WHAT TO WORK ON: Sort through the material below and copy each line with "green".

═════ EXERCISE DATA

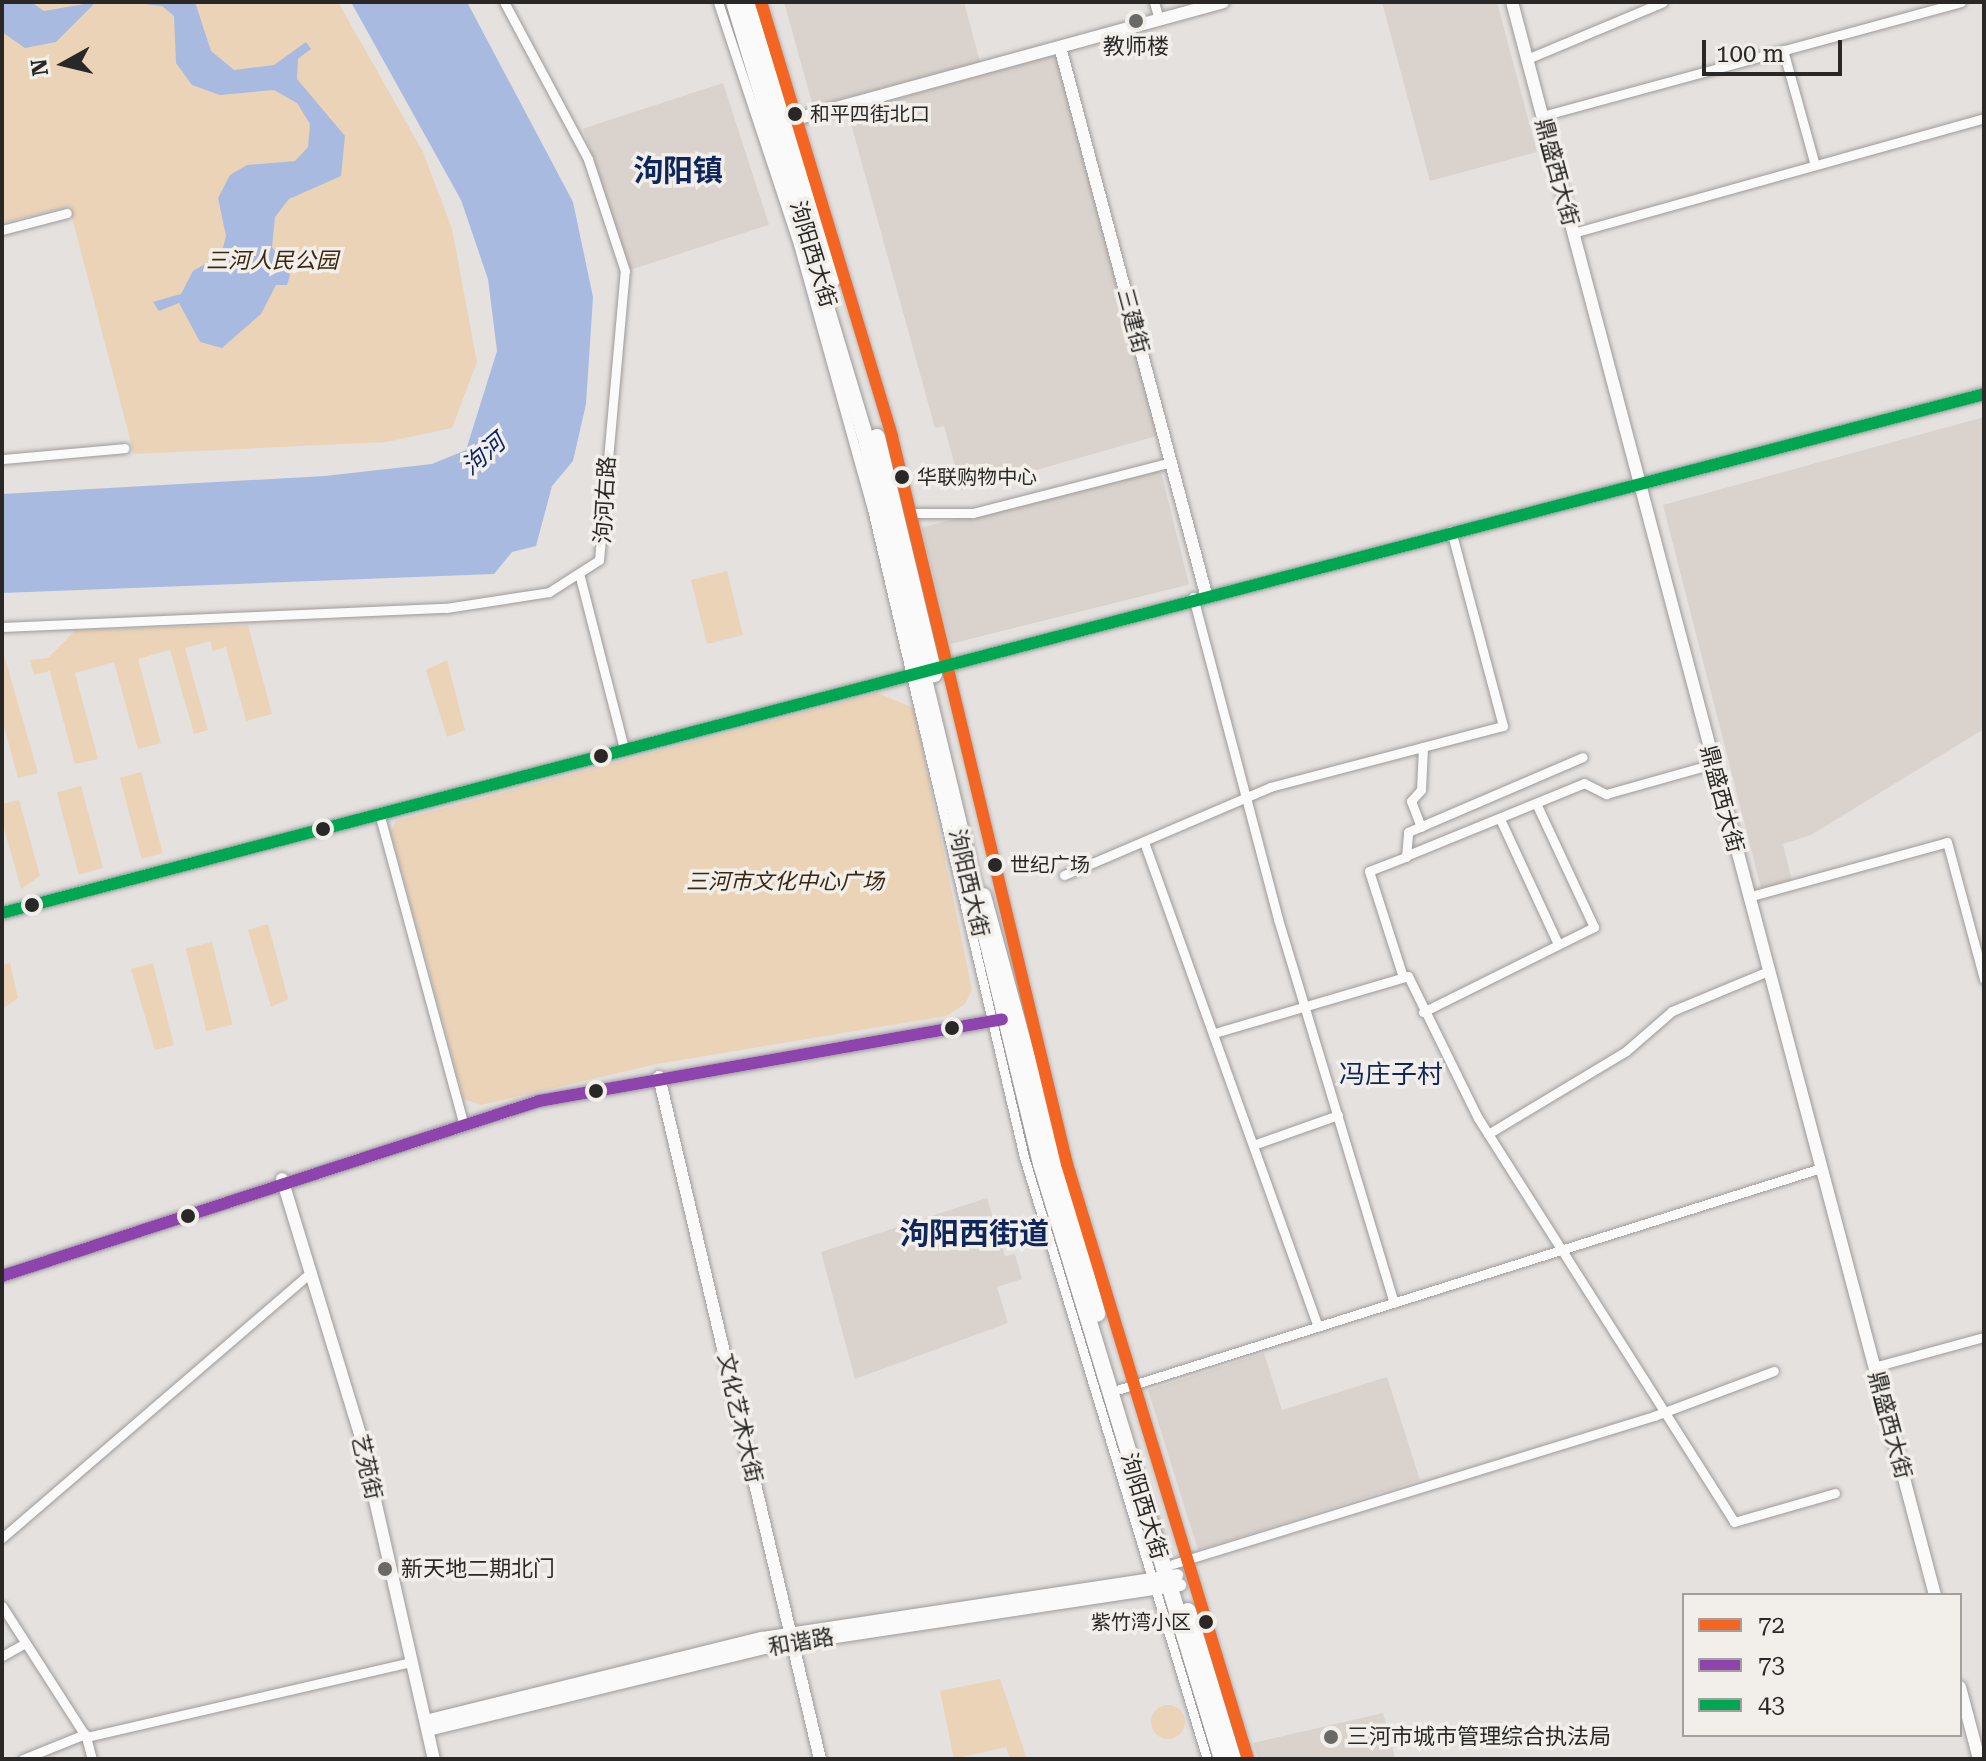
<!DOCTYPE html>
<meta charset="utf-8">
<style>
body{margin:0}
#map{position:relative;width:1986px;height:1761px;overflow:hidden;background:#e4e1df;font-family:"Roboto Serif","Noto Sans SC",serif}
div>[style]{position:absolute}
.built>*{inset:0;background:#dad3cd;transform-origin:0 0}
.green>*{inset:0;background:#ebd3b8;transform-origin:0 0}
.round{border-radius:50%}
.water>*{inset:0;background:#a8bae0}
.roads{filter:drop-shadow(0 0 2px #9d9b9a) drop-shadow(0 0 2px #9d9b9a)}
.street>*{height:9px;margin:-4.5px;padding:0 4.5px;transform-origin:4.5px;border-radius:4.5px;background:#fbfafa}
.secondary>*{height:12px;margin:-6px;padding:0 6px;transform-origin:6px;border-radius:6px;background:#fbfafa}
.highway>*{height:16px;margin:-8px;padding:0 8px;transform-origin:8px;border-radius:8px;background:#fbfafa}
.bus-1>*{height:12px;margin:-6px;padding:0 6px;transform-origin:6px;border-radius:6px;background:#f26522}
.bus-2>*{height:12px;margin:-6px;padding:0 6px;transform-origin:6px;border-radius:6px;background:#8e44ad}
.bus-3>*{height:12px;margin:-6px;padding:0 6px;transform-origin:6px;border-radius:6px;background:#00a651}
.dots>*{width:22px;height:22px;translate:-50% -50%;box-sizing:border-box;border:4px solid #f2efeb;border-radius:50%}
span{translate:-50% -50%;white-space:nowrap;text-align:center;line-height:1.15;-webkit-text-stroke:7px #f2efeb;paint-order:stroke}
.bus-label{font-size:20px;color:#292827}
.left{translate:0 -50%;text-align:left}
.right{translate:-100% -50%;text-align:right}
.poi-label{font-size:22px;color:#292827}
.street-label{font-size:22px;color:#292827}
.park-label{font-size:22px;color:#3a270f;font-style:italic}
.water-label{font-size:24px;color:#092564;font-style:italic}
.quarter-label{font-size:26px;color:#0e265b}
.district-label{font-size:30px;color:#0e265b;font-weight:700}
.frame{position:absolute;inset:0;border:4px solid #292827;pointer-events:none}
.legend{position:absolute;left:1682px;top:1593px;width:280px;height:144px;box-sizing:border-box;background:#f2efeb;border:2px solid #a29f9d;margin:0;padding:10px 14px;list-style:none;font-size:24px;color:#292827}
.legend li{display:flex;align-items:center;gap:16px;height:40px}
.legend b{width:40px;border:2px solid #a29f9d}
.north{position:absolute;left:24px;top:24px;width:80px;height:80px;-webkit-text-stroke:6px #f2efeb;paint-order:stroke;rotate:262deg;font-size:22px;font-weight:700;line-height:32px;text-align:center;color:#292827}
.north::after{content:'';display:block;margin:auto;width:28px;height:36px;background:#292827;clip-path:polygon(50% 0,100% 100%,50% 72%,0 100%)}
.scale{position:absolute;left:1702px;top:40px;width:140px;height:36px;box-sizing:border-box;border:4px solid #292827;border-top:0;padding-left:10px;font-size:24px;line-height:28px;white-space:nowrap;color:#292827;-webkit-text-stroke:6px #f2efeb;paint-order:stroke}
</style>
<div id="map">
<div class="built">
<i style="clip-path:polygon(784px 2px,964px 2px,980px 62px,813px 106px)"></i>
<i style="clip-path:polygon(1382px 2px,1497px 2px,1537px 152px,1430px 181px)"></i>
<i style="clip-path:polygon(1056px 54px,1160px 435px,962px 491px,944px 426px,935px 428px,848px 113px)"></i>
<i style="left:723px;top:83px;width:149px;height:147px;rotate:72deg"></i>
<i style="clip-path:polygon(1984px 417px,1984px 729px,1811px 835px,1783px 844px,1792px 881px,1761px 888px,1663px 505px)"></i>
<i style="left:1160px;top:468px;width:120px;height:246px;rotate:76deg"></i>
<i style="clip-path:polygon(987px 1198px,1005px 1256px,1015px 1254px,1022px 1279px,997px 1287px,1008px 1323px,855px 1379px,821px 1252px)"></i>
<i style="clip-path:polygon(1264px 1353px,1282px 1410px,1387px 1377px,1420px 1480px,1198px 1550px,1148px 1390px)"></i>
<i style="clip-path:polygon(1383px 1713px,1395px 1757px,1409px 1759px,1258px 1759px,1253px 1743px)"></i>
</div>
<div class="green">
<i style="clip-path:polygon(2px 2px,338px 2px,423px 152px,452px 229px,477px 362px,452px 428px,386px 442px,134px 454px,69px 206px,2px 223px)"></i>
<i style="left:727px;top:571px;width:66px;height:37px;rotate:76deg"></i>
<i style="clip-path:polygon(248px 625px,272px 714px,246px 721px,226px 647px,213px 651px,210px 641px,185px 648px,208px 730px,194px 734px,170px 650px,138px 659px,161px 743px,138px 749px,114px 662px,75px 673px,98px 759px,75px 764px,50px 671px,34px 675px,30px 660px,48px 658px,76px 630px)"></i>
<i style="clip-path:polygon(2px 648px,38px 773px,18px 778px,2px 719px)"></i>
<i style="clip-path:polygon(447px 660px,465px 730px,447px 737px,426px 670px)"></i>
<i style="clip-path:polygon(877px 693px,914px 708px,972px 990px,965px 1004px,946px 1016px,657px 1064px,481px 1105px,464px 1099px,391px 832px,396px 821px)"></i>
<i style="left:141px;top:772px;width:84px;height:22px;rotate:75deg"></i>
<i style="left:81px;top:786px;width:85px;height:25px;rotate:75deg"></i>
<i style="clip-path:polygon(19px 800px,40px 876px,21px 889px,2px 821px,2px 804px)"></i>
<i style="clip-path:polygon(268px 924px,288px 999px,271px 1007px,248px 930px)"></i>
<i style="left:212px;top:942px;width:85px;height:27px;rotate:76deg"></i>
<i style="clip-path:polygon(10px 963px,18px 998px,2px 1009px,2px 965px)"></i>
<i style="clip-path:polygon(153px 963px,174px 1045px,155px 1050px,131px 969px)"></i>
<i style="clip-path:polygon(1000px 1679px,1027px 1759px,1010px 1759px,1006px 1747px,954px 1759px,940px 1691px)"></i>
<i class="round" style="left:1151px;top:1705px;width:34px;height:34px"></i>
</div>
<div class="water">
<i style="clip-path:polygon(2px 2px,31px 2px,44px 11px,96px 2px,56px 42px,25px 48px,2px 32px)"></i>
<i style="clip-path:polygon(127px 2px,195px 2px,211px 51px,234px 70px,274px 65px,306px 42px,311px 49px,298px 59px,297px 79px,345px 136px,341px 176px,289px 199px,275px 217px,272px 247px,290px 275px,287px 285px,276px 285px,261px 314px,222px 348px,200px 342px,179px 303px,159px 311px,153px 302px,181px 294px,193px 271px,221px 255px,226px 236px,218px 198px,230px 175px,247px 165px,295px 161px,308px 147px,310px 124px,297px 103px,274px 90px,220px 95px,192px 85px,176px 63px,174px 16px,162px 6px)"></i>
<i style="clip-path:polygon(351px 2px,467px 2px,573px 202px,593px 297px,586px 404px,573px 461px,552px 486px,536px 546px,512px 552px,494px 574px,2px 593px,2px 494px,325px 476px,432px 464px,466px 450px,497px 351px,488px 279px,461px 200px)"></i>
</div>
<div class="roads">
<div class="street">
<i style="left:718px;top:2px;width:255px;rotate:71.7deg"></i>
<i style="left:798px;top:244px;width:275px;rotate:74.4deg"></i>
<i style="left:872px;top:509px;width:666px;rotate:76.8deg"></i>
<i style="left:1024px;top:1157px;width:629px;rotate:73.09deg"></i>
<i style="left:761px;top:2px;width:454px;rotate:73.2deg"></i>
<i style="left:892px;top:437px;width:748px;rotate:76.47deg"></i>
<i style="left:1067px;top:1164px;width:622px;rotate:73.08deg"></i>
<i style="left:1154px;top:2px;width:19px;rotate:74deg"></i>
<i style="left:1783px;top:50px;width:119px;rotate:74.5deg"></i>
<i style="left:1527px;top:59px;width:147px;rotate:-22.7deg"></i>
<i style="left:1542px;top:116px;width:434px;rotate:-15.2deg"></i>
<i style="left:2px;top:230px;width:67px;rotate:-14.7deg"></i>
<i style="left:1573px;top:233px;width:427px;rotate:-15.6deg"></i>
<i style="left:2px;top:459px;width:123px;rotate:-5.1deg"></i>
<i style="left:909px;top:513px;width:64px"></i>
<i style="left:973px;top:513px;width:204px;rotate:-14.4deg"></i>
<i style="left:580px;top:577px;width:177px;rotate:75.6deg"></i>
<i style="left:1193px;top:597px;width:333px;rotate:75.2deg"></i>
<i style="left:1278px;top:919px;width:401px;rotate:73.2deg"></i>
<i style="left:2px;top:627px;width:444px;rotate:-2.5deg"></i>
<i style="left:446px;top:608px;width:104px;rotate:-8.8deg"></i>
<i style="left:549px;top:592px;width:59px;rotate:-32.6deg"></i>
<i style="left:599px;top:560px;width:290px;rotate:-84.9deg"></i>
<i style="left:625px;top:271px;width:118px;rotate:-108.3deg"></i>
<i style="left:588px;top:159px;width:178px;rotate:-118.1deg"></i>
<i style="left:379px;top:813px;width:321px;rotate:74.8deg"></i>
<i style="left:1500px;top:819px;width:138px;rotate:65.1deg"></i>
<i style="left:1421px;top:827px;width:28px;rotate:-111deg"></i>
<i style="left:1411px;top:801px;width:15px;rotate:-48deg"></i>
<i style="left:1421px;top:790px;width:43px;rotate:-87.3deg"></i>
<i style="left:1144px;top:842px;width:515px;rotate:70.26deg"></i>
<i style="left:1408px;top:855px;width:190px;rotate:-22.2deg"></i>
<i style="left:1584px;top:783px;width:25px;rotate:27deg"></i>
<i style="left:1606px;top:794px;width:111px;rotate:-15.7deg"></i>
<i style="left:1064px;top:875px;width:224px;rotate:-23.1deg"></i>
<i style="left:1270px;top:787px;width:241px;rotate:-14.7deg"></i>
<i style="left:1503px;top:726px;width:202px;rotate:-104.9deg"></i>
<i style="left:1748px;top:897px;width:206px;rotate:-15.4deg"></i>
<i style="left:1947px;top:842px;width:142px;rotate:74.9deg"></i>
<i style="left:1403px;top:977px;width:111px;rotate:-107.8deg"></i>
<i style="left:1369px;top:871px;width:40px;rotate:-21deg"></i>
<i style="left:1406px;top:857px;width:25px;rotate:-85deg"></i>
<i style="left:1408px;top:832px;width:190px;rotate:-23.2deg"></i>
<i style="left:1423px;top:1012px;width:191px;rotate:-26.4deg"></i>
<i style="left:1594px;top:927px;width:137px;rotate:-115.1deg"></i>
<i style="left:1218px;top:1032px;width:198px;rotate:-16.4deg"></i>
<i style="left:1408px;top:976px;width:158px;rotate:63.8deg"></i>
<i style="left:1478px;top:1118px;width:478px;rotate:57.6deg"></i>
<i style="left:1734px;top:1522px;width:105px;rotate:-16deg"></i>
<i style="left:1488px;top:1134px;width:161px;rotate:-31deg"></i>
<i style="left:1626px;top:1051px;width:61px;rotate:-41deg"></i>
<i style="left:1672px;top:1011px;width:104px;rotate:-22.6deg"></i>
<i style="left:1256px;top:1144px;width:87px;rotate:-19.5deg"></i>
<i style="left:1874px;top:1367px;width:114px;rotate:-15.3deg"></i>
<i style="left:1120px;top:1389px;width:735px;rotate:-17.5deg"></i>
<i style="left:2px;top:1538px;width:408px;rotate:-40.7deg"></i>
<i style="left:1173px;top:1564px;width:503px;rotate:-17.1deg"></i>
<i style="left:1654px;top:1416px;width:128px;rotate:-20.6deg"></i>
<i style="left:2px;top:1606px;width:156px;rotate:57.3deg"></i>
<i style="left:86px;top:1737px;width:23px;rotate:75deg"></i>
<i style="left:2px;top:1656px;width:26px;rotate:-29deg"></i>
<i style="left:86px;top:1737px;width:335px;rotate:-13deg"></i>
<i style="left:23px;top:1759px;width:67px;rotate:-22deg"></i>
</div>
<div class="secondary">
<i style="left:1512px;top:2px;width:1648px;rotate:75.13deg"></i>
<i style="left:1060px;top:47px;width:566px;rotate:75.06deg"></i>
<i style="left:785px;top:122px;width:454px;rotate:-15.3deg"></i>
<i style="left:2px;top:913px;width:2049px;rotate:-14.67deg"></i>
<i style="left:659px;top:1077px;width:701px;rotate:76.72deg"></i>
<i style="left:282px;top:1179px;width:267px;rotate:73deg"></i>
<i style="left:360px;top:1434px;width:333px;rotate:77.2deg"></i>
<i style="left:2px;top:1276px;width:565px;rotate:-18.05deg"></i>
<i style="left:539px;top:1101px;width:470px;rotate:-10deg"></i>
<i style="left:1960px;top:1687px;width:74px;rotate:75.2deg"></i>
<i style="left:426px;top:1721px;width:346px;rotate:-13.9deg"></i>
<i style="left:762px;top:1638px;width:420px;rotate:-8.6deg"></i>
<i style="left:428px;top:1730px;width:346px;rotate:-13.7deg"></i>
<i style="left:764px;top:1648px;width:421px;rotate:-8.6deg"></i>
</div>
<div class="highway">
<i style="left:734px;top:2px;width:461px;rotate:73.2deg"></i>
<i style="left:867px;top:443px;width:742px;rotate:76.43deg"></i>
<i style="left:1041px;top:1164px;width:622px;rotate:73.08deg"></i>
<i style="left:746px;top:2px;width:290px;rotate:72.6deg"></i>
<i style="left:877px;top:437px;width:244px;rotate:76.5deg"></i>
<i style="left:983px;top:896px;width:433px;rotate:74.7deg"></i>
<i style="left:1188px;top:1611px;width:155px;rotate:73.1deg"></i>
</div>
</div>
<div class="bus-1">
<i style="left:761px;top:2px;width:454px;rotate:73.2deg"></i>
<i style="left:892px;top:437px;width:748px;rotate:76.47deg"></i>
<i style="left:1067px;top:1164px;width:622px;rotate:73.08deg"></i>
</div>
<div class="bus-2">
<i style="left:2px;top:1276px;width:565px;rotate:-18.05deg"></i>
<i style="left:539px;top:1101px;width:470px;rotate:-10deg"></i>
</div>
<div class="bus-3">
<i style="left:2px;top:913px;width:2049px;rotate:-14.67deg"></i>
</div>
<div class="dots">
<i style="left:1136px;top:21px;background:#6a6967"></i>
<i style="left:795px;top:114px;background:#292827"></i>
<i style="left:902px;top:477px;background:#292827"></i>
<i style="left:601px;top:756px;background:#292827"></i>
<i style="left:323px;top:829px;background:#292827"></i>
<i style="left:995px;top:865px;background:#292827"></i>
<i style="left:32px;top:905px;background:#292827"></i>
<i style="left:952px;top:1028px;background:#292827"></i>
<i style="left:596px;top:1091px;background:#292827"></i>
<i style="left:188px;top:1216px;background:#292827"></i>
<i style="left:385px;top:1569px;background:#6a6967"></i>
<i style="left:1206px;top:1622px;background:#292827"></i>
<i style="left:1331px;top:1737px;background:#6a6967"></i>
</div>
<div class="bus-label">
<span class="left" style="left:810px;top:114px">和平四街北口</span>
<span class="left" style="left:917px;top:477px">华联购物中心</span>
<span class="left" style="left:1010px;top:865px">世纪广场</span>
<span class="right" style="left:1191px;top:1622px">紫竹湾小区</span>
</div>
<div class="poi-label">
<span style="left:1136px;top:47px">教师楼</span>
<span class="left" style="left:401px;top:1569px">新天地二期北门</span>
<span class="left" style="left:1347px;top:1737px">三河市城市管理综合执法局</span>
</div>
<div class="street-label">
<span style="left:1557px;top:172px;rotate:75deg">鼎盛西大街</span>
<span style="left:813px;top:254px;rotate:73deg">泃阳西大街</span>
<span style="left:1133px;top:321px;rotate:75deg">三建街</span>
<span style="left:605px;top:500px;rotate:-87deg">泃河右路</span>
<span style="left:1722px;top:799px;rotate:75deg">鼎盛西大街</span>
<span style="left:969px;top:883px;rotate:77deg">泃阳西大街</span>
<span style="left:740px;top:1418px;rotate:77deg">文化艺术大街</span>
<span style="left:1890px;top:1425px;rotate:75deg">鼎盛西大街</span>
<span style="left:367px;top:1467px;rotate:77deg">艺苑街</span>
<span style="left:1144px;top:1506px;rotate:73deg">泃阳西大街</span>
<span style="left:801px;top:1642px;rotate:-10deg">和谐路</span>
</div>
<div class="park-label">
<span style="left:272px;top:261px">三河人民公园</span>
<span style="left:785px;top:882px">三河市文化中心广场</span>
</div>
<div class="water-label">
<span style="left:484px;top:455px;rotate:-41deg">泃河</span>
</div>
<div class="quarter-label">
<span style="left:1391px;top:1075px">冯庄子村</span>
</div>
<div class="district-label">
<span style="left:678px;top:171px">泃阳镇</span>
<span style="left:974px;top:1234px">泃阳西街道</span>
</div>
<div class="frame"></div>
<ul class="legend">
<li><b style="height:10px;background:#f26522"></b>72</li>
<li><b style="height:10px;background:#8e44ad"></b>73</li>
<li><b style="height:10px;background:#00a651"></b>43</li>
</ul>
<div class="north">N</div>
<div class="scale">100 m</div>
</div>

══════════

REPLY TO THE TASK:
.green>*{inset:0;background:#ebd3b8;transform-origin:0 0}
<div class="green">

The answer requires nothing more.